## WHAT TO DO
In the listing below, find the line with "For a GIS import: Give" and the line with "Serialize what can". Repeat those two lines and all lines between them exactly.

## DATA FOR ANALYSIS
*****
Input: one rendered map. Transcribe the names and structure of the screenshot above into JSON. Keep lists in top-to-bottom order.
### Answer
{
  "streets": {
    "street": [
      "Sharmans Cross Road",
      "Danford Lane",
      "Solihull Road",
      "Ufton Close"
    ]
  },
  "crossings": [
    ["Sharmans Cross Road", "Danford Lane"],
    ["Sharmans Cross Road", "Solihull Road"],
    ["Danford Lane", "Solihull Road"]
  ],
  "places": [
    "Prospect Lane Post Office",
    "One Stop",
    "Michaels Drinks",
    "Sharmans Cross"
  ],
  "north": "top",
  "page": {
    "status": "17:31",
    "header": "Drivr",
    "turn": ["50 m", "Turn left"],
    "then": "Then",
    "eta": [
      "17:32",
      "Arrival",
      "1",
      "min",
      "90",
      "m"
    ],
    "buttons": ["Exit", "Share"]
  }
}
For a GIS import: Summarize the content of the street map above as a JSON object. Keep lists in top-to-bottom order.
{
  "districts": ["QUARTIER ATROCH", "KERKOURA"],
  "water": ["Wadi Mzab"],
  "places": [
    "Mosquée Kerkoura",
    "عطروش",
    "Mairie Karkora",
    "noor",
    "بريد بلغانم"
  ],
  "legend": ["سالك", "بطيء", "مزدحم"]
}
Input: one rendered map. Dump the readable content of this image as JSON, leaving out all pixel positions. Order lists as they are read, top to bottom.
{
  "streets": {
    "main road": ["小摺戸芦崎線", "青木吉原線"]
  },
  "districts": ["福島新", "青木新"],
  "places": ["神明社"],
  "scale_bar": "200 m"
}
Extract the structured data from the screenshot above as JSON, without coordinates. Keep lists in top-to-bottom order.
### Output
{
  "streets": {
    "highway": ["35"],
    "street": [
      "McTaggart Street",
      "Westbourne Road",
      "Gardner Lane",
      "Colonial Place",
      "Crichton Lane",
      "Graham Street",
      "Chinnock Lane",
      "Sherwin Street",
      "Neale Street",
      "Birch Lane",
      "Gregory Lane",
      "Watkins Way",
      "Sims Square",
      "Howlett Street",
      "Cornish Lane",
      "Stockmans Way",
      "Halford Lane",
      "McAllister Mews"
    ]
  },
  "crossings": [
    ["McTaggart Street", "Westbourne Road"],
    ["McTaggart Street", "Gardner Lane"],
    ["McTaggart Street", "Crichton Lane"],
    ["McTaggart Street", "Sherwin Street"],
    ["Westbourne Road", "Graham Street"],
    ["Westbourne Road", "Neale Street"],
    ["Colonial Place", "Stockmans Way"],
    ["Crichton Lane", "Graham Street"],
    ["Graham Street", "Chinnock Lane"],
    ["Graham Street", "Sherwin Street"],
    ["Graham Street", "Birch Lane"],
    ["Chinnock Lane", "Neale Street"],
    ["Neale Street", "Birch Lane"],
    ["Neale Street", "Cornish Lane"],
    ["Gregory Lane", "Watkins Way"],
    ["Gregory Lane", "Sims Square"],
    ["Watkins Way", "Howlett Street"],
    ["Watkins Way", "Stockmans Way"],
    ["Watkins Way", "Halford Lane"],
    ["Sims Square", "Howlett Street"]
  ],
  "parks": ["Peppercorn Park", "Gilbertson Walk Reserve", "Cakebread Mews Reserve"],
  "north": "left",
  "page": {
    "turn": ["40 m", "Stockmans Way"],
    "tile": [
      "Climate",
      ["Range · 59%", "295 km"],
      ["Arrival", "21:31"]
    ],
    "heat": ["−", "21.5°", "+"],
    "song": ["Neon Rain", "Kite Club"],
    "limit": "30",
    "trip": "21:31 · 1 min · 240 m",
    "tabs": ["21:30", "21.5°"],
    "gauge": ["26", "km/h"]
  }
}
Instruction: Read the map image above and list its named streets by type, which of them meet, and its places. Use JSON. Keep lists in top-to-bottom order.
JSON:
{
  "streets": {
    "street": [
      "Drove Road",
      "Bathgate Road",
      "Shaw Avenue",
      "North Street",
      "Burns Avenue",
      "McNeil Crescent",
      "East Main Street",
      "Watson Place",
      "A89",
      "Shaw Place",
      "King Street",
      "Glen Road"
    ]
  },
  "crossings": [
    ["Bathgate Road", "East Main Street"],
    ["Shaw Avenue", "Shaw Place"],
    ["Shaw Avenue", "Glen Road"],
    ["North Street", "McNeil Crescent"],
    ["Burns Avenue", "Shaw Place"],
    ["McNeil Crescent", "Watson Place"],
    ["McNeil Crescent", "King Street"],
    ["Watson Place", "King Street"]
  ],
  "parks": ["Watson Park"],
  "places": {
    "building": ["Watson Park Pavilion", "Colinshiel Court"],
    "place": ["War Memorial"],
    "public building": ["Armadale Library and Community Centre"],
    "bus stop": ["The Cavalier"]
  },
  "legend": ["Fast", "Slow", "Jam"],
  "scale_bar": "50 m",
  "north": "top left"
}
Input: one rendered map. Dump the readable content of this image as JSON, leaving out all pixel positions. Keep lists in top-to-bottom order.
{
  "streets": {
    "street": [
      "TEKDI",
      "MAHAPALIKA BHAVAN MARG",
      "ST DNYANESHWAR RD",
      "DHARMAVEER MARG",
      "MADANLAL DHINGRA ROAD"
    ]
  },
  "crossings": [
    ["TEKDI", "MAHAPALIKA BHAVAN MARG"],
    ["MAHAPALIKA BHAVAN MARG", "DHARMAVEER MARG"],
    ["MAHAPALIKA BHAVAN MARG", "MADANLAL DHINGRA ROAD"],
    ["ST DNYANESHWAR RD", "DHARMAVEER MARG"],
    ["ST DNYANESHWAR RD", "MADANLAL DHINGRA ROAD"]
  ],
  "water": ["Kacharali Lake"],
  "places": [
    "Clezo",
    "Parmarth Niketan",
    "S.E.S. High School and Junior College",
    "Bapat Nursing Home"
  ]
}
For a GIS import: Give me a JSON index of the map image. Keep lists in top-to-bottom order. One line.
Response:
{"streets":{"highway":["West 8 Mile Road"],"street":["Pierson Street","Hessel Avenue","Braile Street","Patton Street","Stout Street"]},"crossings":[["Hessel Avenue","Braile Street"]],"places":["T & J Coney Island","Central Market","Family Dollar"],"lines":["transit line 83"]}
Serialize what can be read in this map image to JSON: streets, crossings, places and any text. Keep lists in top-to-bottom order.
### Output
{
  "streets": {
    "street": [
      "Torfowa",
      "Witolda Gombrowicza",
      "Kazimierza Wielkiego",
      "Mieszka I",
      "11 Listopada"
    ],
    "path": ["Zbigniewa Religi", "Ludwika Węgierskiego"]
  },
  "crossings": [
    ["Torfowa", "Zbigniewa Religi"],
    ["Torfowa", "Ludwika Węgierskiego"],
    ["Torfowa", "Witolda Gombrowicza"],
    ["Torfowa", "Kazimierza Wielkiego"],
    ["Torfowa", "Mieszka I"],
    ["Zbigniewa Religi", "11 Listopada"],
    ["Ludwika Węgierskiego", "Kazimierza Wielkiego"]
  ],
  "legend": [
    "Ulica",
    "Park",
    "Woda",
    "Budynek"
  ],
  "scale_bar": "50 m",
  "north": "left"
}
*****
## RESULT OF THE EXERCISE
For a GIS import: Give me a JSON index of the map image. Keep lists in top-to-bottom order. One line.
Response:
{"streets":{"highway":["West 8 Mile Road"],"street":["Pierson Street","Hessel Avenue","Braile Street","Patton Street","Stout Street"]},"crossings":[["Hessel Avenue","Braile Street"]],"places":["T & J Coney Island","Central Market","Family Dollar"],"lines":["transit line 83"]}
Serialize what can be read in this map image to JSON: streets, crossings, places and any text. Keep lists in top-to-bottom order.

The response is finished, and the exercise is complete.